O carácter discursivo do trabalho filosófico

A Filosofia não pode deixar de trabalhar com a palavra e com os textos que corporizam a(s) palavra(s). Por isso nos referimos ao carácter discursivo da Filosofia e do trabalho filosófico.

A Filosofia vive de textos. É assim que os filósofos expõem as suas ideias, discutem as ideias dos outros, tomam posição sobre os problemas. Oral ou escrito, o texto filosófico é essencial para a reflexão. E, através dos textos, os filósofos argumentam, justificam e adiantam razões que apoiam as ideias (as teses) que defendem.

O carácter discursivo da Filosofia implica uma definição tão rigorosa quanto possível das palavras e dos conceitos que utiliza, bem como coerência na articulação entre os conceitos.

§10.

Filosofar é argumentar

O que é argumentar? Argumentar é apresentar razões em defesa de uma determinada tese, duma determinada posição [ver Posições de L. Althusser].

O texto filosófico é por essa razão, um texto eminentemente argumentativo, que avança argumentos. Na Filosofia, porque não estamos diante duma ciência exata, as posições que se tomam não são evidentes, nem podem ser demonstradas matematicamente. Portanto, temos que argumentar. Ora, o que é um argumento? Basicamente, um raciocínio que encadeia premissas e conclusões, onde as conclusões se retiram das premissas apresentadas, ou onde, uma vez aceites determinadas premissas, somos conduzidos pela força mais ou menos persuasiva da ligação (concatenação) estabelecida entre as premissas e as conclusões.

Quando argumentamos em Filosofia, estamos a defender uma determinada posição, elencando argumentos a favor da tese defendida. Ao pretendermos fazer com que o outro

(18)

acompanhe, aceite ou assuma as teses que defendemos, temos que selecionar os argumentos em função desse objetivo, ou estruturando o discurso para que ele ganhe capacidade de persuasão através da sua estrutura.

§11.

Áreas e temas abrangidos pela Filosofia

Tendo a totalidade como objeto da sua reflexão, logo é possível constatar que são múltiplos os assuntos e os temas que cabem na discussão filosófica, originando-se, por essa razão, disciplinas filosóficas, também elas variadas para darem conta dessas variadas problemáticas.

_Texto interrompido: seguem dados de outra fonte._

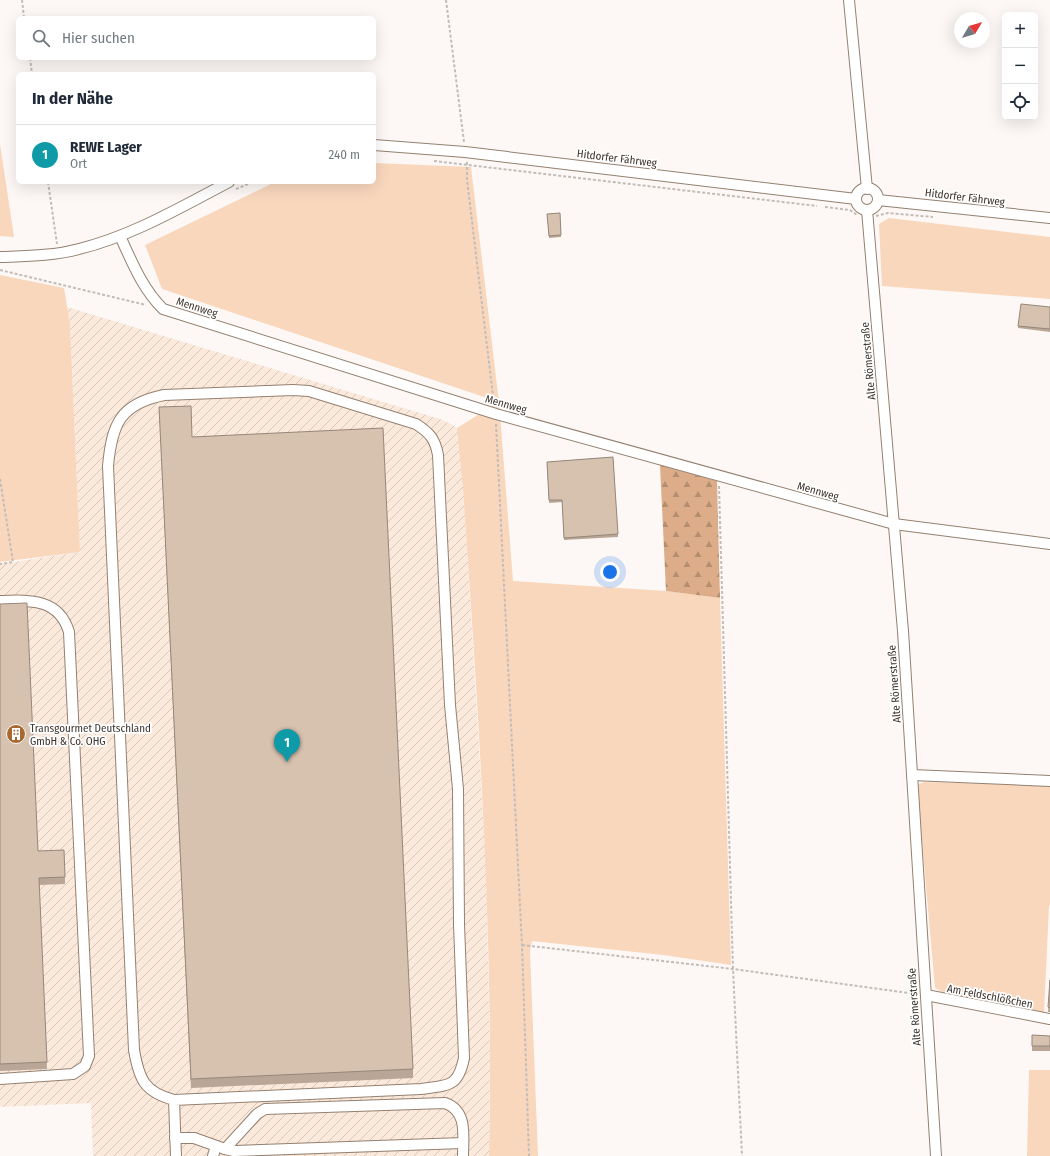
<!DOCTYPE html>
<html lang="de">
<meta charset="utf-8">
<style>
:root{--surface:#fff;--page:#f2f2f3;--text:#1f2937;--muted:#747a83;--line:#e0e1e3;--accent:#d93025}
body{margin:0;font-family:"Fira Sans Condensed",sans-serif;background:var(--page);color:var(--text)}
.controls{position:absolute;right:12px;top:12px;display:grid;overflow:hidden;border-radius:6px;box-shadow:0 4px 16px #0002}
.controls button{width:36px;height:36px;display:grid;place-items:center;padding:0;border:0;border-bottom:1px solid var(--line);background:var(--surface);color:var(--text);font:20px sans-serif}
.compass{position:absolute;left:954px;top:12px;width:36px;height:36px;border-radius:50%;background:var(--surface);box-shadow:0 4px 16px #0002;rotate:52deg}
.you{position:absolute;left:610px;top:572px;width:14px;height:14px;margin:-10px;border:3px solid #fff;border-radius:50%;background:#1a73e8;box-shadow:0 0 0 6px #1a73e833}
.badge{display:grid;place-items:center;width:26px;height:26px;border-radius:50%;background:var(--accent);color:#fff;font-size:13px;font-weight:700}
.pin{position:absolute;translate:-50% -33px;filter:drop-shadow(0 1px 2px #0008)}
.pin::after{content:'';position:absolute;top:21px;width:14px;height:12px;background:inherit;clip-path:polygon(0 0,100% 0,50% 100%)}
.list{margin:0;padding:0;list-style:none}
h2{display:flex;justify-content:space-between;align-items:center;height:52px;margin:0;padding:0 16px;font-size:17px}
h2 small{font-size:13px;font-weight:400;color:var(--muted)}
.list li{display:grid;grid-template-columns:26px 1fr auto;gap:12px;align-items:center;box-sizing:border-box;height:60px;padding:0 16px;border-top:1px solid var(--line)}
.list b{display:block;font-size:15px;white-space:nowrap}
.list p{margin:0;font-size:13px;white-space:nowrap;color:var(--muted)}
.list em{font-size:13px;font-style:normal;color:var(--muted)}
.icon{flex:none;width:22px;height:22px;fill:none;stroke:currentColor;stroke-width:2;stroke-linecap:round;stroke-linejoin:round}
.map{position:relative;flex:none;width:1050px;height:1156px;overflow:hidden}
.search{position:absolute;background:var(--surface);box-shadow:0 4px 16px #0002;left:16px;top:16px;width:360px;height:44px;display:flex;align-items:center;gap:10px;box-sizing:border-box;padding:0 14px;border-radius:6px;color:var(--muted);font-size:15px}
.panel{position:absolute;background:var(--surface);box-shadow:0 4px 16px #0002;left:16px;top:72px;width:360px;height:112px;border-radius:6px}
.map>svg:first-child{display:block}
.industrial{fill:url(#industrial-furrows)}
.grass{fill:#f9d7bd}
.forest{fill:url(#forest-firs)}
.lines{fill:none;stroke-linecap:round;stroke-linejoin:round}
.minor-casing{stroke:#948070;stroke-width:12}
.path{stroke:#c3bdb9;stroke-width:2;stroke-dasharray:3 2;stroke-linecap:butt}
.minor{stroke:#fff;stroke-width:10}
.wall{fill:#b9a696}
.building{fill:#d7c1af;stroke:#96877a}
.labels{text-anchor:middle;stroke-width:3.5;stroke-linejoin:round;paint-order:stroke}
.street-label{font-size:11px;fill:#3d342d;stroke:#fff}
.poi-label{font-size:11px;fill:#3d342d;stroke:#fff;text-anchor:start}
</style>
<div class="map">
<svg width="1050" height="1156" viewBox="0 0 1050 1156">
<defs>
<pattern id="industrial-furrows" width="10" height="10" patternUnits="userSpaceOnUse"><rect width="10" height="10" fill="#fbe9db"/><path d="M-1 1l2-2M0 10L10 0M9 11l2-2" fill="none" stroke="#d8c8bc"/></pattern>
<pattern id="forest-firs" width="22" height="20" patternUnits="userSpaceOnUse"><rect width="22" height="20" fill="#dcad88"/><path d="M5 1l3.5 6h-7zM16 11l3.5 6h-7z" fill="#b48e70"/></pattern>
</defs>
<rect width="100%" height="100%" fill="#fdf8f5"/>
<!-- industrial -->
<path class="industrial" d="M67 307 440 419 453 425 460 431 486 866 490 1056 489 1156H93L91 1103 0 1107V564L80 552 70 325Z"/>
<!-- grass -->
<g class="grass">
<path d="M0 144 14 237 0 236Z"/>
<path d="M374 163 471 167 499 402 513 581 666 591 720 598 731 965 663 955 532 941 530 951 538 1156H489C494 933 478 710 463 488L457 428 499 402 162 289 145 245 275 182H374Z"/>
<path d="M889 218 1050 237V299L882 286 879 224Z"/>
<path d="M0 275 64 288 70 325 80 552 0 562Z"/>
<path d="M924 782 1050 785V905L1049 906 1044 1013 946 994 935 988 917 785Z"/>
<path d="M1029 1070H1050V1156H1027Z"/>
</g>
<!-- forest -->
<path class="forest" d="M660 465 717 481 720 598 666 591Z"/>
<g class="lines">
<defs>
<g id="minor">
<path d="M849 0 867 189"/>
<path d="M374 145 465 152 856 199"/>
<circle cx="867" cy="199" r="11"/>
<path d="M878 200 1050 218"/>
<path d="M867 210 903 631 936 1156"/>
<path d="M120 236C132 262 142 288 163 309L496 414 894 524 1050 544"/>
<path d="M0 257C26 256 53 256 79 249 132 236 181 207 229 182"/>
<path d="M0 601C29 600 59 598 69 632L89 1056 85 1066 73 1074 0 1079"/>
<path d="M912 775 1050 781"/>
<path d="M926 995 1050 1019"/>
<path d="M174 1100 421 1089C448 1085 458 1088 464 1058L459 924 458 789 450 705 438 455C435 439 430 433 416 424L309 391 293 390 164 395C120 404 112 424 108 466L134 1050C139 1079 144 1092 174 1100L176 1156"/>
<path d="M175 1138H194L225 1149 257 1114 265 1109 445 1103C468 1111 463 1136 463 1156"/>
<path d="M225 1149 234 1151 463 1143"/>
<path d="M213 1156 216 1146"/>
</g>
</defs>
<!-- minor casing -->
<use href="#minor" class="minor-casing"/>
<!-- path -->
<g class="path">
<path d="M22 0 24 18"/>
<path d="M446 0 464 142"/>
<path d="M30 58 32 74"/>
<path d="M434 161 817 206"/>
<path d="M467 162V180L494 404"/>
<path d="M48 182 57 244"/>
<path d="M236 189 253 182"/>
<path d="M825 207 850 210 857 215"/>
<path d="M876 216 888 213 933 217"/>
<path d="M0 270 146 305"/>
<path d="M496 424 522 945 529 1156"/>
<path d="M0 479 13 562 0 564"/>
<path d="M719 486 733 969 742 1156"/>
<path d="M522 945 733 969 916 994"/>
</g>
<!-- minor -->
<use href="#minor" class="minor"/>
</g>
<!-- wall -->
<g class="wall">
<path d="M560 213 561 237 549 238 547 214Z"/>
<path d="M1050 307V332L1018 328V326Z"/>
<path d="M159 407 192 437 413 1069V1078L191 1088Z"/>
<path d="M613 457 618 537 564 540 562 502 549 503 547 462Z"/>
<path d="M0 604 38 851 65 877V884L39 885 47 1069 0 1071Z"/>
<path d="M1050 980V1012H1048Z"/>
<path d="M1032 1035 1050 1036V1051H1032Z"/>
</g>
<!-- building -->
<g class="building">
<path d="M560 213 561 235 549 236 547 214Z"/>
<path d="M1021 304 1050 307V329L1018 326Z"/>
<path d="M191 406 192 437 383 428 413 1069 191 1079 159 407Z"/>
<path d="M613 457 618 534 564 538 562 500H549L547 462Z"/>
<path d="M27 603 38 851 64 850 65 877 39 878 47 1062 0 1064V604Z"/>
<path d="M1050 980V1008L1048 1007Z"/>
<path d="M1032 1035 1050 1036V1046H1032Z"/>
</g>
<!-- icons -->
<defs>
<symbol id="building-disc" viewBox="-11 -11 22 22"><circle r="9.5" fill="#a86930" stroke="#fff"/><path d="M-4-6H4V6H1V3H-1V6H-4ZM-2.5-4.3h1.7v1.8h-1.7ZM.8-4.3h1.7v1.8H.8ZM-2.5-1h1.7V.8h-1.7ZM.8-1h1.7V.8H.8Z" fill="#fff"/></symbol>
</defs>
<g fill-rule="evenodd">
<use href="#building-disc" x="5" y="723" width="22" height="22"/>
</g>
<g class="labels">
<!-- street labels -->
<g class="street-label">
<text transform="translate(617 158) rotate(7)" y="4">Hitdorfer Fährweg</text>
<text transform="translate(965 197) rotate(7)" y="4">Hitdorfer Fährweg</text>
<text transform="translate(197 307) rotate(18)" y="4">Mennweg</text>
<text transform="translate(868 361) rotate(-95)" y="4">Alte Römerstraße</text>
<text transform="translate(506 404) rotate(16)" y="4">Mennweg</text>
<text transform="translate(818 491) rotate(16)" y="4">Mennweg</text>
<text transform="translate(894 684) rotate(-94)" y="4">Alte Römerstraße</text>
<text transform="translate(990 996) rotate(11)" y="4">Am Feldschlößchen</text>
<text transform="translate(914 1007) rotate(-94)" y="4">Alte Römerstraße</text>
</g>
<!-- poi labels -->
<g class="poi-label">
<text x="30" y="732">Transgourmet Deutschland<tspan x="30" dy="13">GmbH &amp; Co. OHG</tspan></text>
</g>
</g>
</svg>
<div class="controls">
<button>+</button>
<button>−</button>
<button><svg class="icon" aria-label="locate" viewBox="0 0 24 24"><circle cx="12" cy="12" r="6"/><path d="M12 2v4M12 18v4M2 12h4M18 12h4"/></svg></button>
</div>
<svg class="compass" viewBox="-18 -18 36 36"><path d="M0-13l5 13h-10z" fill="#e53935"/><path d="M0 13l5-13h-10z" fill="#747a83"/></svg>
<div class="you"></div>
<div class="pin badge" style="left:287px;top:762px;background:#0f9aa8">1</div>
<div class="search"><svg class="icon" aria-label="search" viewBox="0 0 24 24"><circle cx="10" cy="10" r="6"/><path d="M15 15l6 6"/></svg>Hier suchen</div>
<section class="panel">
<h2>In der Nähe<small></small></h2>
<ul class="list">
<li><span class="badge" style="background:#0f9aa8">1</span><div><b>REWE Lager</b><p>Ort</p></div><em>240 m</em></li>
</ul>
</section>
</div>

No campo da reflexão sobre o homem enquanto membro de um grupo e vivendo numa dada sociedade16, podemos indicar algumas disciplinas filosóficas que serão aí pertinentes: a

Axiologia que se dedica ao estudo dos valores, a Ética que estabelece e conduz à reflexão

sobre os princípios que deverão orientar a ação humana e a Filosofia Política, que perspetivará o homem como um animal político refletindo sobre o futuro da comunidade humana.

Já no campo da reflexão sobre a linguagem, a sua origem e natureza ocupa um espaço próprio na reflexão filosófica. Aí vê-se delimitar algumas disciplinas filosóficas como sejam a Filosofia

da Linguagem, a Filosofia Analítica e a Hermenêutica.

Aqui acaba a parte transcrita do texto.